Ca va aller
Oui ça va. Avec cette retenue, gorgée de frustration, le tout trempé dans la triste colère de l'incompréhension, ça va.
Oui, ça va. Dans la curieuse mélasse entre rancoeur et desespoir.
Oui, je te dis que ça va. La folie embaume mes idées de trépidantes envies de mort, d'éblouissants récits fantasques, d'aveuglantes pulsions de vengeance. La peur dénaturant toutes mes tentatives de rationalisation et enterrant coute que coute mon bien-être. Mais même avec tout ça, ça va.
Oui ça va. Avec ces images répugnantes dans le creux de la paranoïa, avec la puanteur de ton amour dans mes vêtements et sur mon corps, la série d'embardées et la culpabilité se déversant par-dessus bord.

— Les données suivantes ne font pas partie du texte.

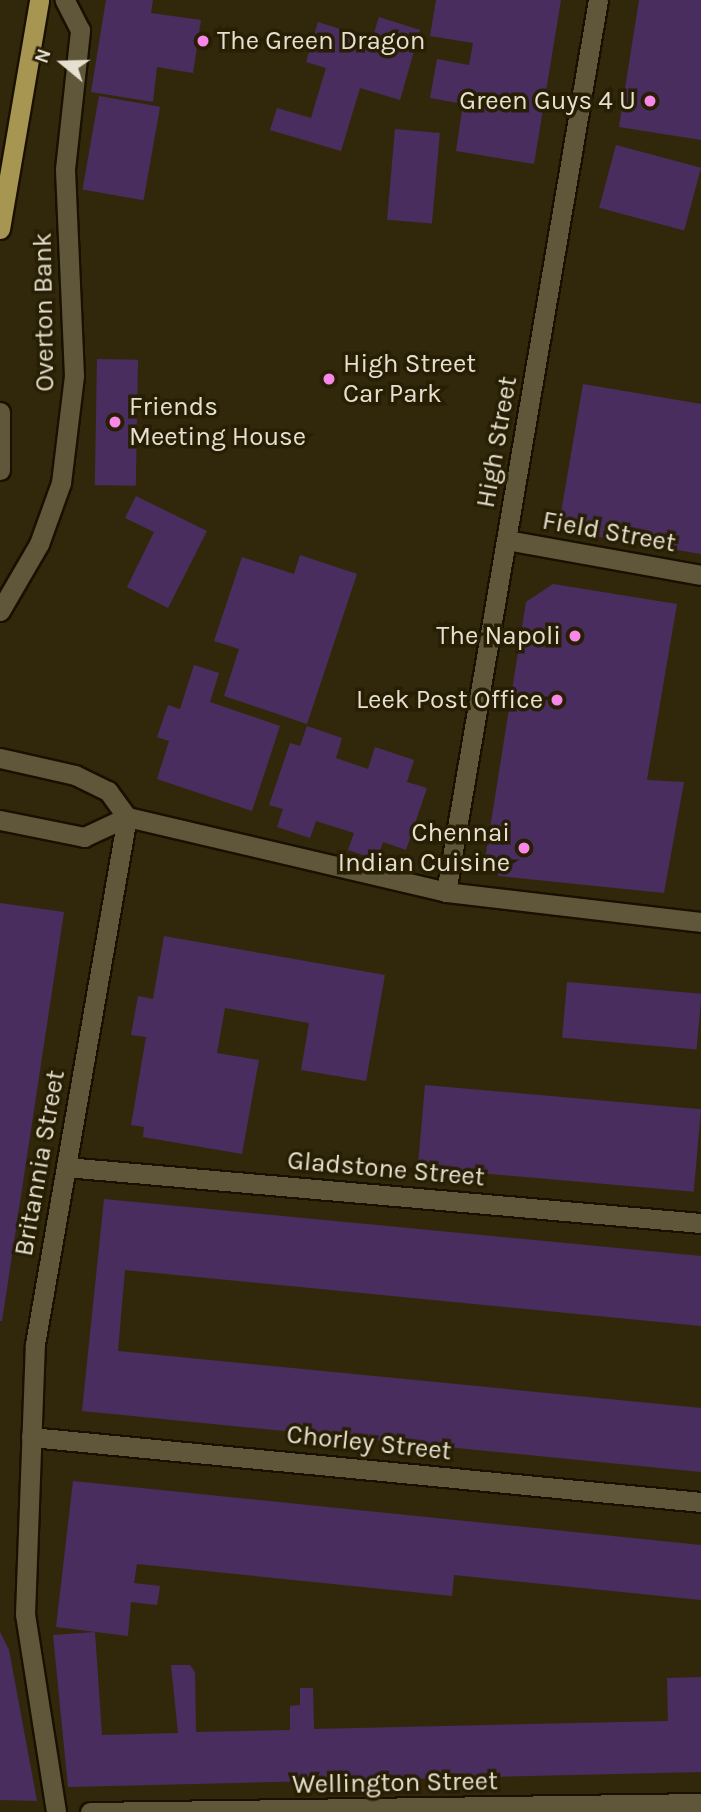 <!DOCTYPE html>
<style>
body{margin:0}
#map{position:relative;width:701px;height:1812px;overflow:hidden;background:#31280c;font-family:Karla,sans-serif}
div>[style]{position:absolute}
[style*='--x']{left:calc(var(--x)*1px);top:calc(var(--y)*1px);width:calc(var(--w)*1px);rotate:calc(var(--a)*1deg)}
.building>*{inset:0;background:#492d5f;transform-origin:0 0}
.roads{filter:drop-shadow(2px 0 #191000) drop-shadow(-2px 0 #191000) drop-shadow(0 2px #191000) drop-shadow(0 -2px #191000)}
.pedestrian>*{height:19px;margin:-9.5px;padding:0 9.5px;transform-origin:9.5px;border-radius:9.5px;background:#60573a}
.minor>*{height:19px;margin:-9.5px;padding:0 9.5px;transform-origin:9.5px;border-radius:9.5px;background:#60573a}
.tertiary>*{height:19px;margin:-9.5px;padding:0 9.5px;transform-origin:9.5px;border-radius:9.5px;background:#60573a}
.trunk>*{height:19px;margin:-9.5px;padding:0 9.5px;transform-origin:9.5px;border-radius:9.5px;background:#a69652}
.dots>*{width:19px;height:19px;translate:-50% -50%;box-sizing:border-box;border:4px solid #271e03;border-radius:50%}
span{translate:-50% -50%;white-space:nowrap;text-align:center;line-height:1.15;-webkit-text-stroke:7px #271e03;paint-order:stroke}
.poi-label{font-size:26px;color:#e5e0d0}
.left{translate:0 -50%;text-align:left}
.right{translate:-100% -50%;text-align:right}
.street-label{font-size:26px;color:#e5e0d0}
.north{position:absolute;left:28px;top:28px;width:70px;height:70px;-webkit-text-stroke:5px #271e03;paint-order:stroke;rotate:289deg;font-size:19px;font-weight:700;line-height:28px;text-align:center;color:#e5e0d0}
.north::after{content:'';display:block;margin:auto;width:24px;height:32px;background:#e5e0d0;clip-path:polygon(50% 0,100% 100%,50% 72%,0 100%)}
</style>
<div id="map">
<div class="building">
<div style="clip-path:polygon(106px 0,153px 0,151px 13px,201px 20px,193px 73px,157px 67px,153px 102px,91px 92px)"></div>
<div style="clip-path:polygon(436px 0,561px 0,534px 164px,456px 151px,463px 104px,430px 98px,437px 59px,469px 65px,473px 43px,430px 36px)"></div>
<div style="clip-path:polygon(639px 0,701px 0,701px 140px,619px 127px)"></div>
<div style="clip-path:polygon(379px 17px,420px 30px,400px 100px,360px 88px,341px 151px,270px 130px,277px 108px,311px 118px,326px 68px,306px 62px,318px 22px,372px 39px)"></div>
<div style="left:99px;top:96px;width:62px;height:95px;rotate:10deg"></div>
<div style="left:395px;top:129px;width:45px;height:91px;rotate:5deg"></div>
<div style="left:616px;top:145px;width:88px;height:65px;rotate:15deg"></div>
<div style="left:97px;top:359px;width:41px;height:126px;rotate:1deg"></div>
<div style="clip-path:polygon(583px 384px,701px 404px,701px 554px,558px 530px)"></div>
<div style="clip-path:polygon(136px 496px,207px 531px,168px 608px,127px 587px,154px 532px,125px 518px)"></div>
<div style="clip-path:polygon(300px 555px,357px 574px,307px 724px,224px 696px,239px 649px,214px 641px,242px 557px,294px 574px)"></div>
<div style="clip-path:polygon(553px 584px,677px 604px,647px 780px,684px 782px,664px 893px,499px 876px,485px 860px,526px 602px)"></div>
<div style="clip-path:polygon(194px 665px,219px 673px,210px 702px,280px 726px,252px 811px,157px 779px,169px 741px,157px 737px,168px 705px,180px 709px)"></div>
<div style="clip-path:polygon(307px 726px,342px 738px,336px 758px,368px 769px,375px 747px,414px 760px,407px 782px,427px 788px,406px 850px,383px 842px,377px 860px,348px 850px,354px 833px,316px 821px,310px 838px,277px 827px,283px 809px,269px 805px,290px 743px,300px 746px)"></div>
<div style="clip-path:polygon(0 903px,64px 912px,2px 1321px,0 1321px)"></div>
<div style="clip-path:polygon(164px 936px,385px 975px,366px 1081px,301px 1070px,309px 1023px,225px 1008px,217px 1053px,259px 1060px,242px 1154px,143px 1137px,144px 1127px,131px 1125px,146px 1037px,131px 1035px,138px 996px,153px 999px)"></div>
<div style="left:567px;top:982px;width:135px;height:56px;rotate:5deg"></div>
<div style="left:425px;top:1085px;width:277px;height:83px;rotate:5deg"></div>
<div style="clip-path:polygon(104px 1199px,701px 1256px,701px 1326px,125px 1270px,118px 1351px,701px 1408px,701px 1472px,82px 1411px)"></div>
<div style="clip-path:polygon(73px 1481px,701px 1545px,701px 1600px,454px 1575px,452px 1596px,137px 1564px,134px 1583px,160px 1586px,157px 1605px,131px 1602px,128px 1636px,56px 1627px)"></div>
<div style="clip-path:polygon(0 1632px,9px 1650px,37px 1801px,0 1800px)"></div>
<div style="clip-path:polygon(95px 1632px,102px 1735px,178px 1733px,171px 1665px,190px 1665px,195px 1672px,196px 1732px,290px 1730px,290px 1706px,300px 1705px,300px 1688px,313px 1688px,314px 1729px,668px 1721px,667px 1678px,701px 1677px,701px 1772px,68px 1787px,53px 1635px)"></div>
</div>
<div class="roads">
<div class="pedestrian">
<div style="--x:0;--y:611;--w:78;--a:-59.8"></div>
<div style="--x:25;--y:1614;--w:122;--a:81.1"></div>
</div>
<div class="minor">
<div style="--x:507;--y:540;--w:197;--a:10.2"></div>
<div style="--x:39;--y:544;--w:65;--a:-70.2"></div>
<div style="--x:61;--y:483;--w:108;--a:-83.1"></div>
<div style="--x:74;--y:376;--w:207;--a:-92.5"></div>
<div style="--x:65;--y:169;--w:140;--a:-83.8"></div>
<div style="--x:80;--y:30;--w:34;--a:-117"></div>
<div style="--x:66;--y:1167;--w:637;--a:5.04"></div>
<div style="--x:31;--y:1437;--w:673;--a:5.54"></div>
<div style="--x:25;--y:1614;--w:270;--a:-87.9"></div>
<div style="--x:35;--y:1344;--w:535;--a:-80.1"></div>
<div style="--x:44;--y:1735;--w:78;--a:81.1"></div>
<div style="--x:90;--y:1812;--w:611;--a:-0.84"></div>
</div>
<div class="tertiary">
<div style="--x:0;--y:412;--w:58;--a:90"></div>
<div style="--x:0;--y:758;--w:77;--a:12.8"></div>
<div style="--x:75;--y:775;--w:37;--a:26"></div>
<div style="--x:108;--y:791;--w:32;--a:54"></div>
<div style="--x:0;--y:820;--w:86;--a:11.4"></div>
<div style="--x:84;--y:837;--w:47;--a:-24.9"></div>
<div style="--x:127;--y:817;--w:328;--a:13.2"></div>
<div style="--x:446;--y:892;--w:257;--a:6.7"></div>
<div style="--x:446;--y:892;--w:905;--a:-80.33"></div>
</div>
<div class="trunk">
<div style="--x:0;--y:229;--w:232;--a:-80.3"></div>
</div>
</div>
<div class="dots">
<div style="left:203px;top:41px;background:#f987e8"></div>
<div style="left:650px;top:101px;background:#f987e8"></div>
<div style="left:329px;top:379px;background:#f987e8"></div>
<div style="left:115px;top:422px;background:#f987e8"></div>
<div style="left:575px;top:636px;background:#f987e8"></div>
<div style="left:557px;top:700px;background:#f987e8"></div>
<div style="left:524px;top:848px;background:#f987e8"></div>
</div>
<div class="poi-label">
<span class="left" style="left:217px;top:41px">The Green Dragon</span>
<span class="right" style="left:636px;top:101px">Green Guys 4 U</span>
<span class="left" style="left:343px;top:379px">High Street<br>Car Park</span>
<span class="left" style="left:129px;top:422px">Friends<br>Meeting House</span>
<span class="right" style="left:561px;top:636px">The Napoli</span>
<span class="right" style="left:543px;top:700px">Leek Post Office</span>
<span class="right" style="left:510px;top:848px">Chennai<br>Indian Cuisine</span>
</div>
<div class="street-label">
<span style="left:44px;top:312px;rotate:-91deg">Overton Bank</span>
<span style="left:497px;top:442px;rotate:-80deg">High Street</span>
<span style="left:609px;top:532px;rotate:10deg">Field Street</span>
<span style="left:40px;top:1163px;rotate:-80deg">Britannia Street</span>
<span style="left:386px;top:1169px;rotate:5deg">Gladstone Street</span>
<span style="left:369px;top:1443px;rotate:6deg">Chorley Street</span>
<span style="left:395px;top:1783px;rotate:-1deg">Wellington Street</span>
</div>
<div class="north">N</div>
</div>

Oui, je te dis que ça va. Arrête d'insister. Avec tout le champs lexical que je te dois, avec l'ombre grandissante sur ma voix, ça va.
Je n'ai plus creusé ma peau depuis que tu es là. Je n'ai plus envie d'éclater en morceaux, toi et tes casseroles de héros êtes parvenus à vos fins. Je n'suis plus qu'une boule dégoulinante d'angoisses, nue, la moindre faille suintante au grand jour, sous les projecteurs de la bienséance et de l’honnêteté suprême.
L'intérêt disparaît dans la houle, l'énergie dévastatrice du début a été lapidée d'auto-censure. A quoi bon.
Oui, ça va, j'ai confiance en toi. Comme une chanson lancinante, obsédante, assourdissante, entêtante. J'ai confiance en toi, est ce qu'on m'en laisse le choix. J'ai confiance en toi, avec toute la force auto-persuasive du monde entier, je le dis et me le répète comme une interminable comptine qu'on aimerait tellement connaître par coeur. Comme une code qu'on arrive jamais à mémoriser.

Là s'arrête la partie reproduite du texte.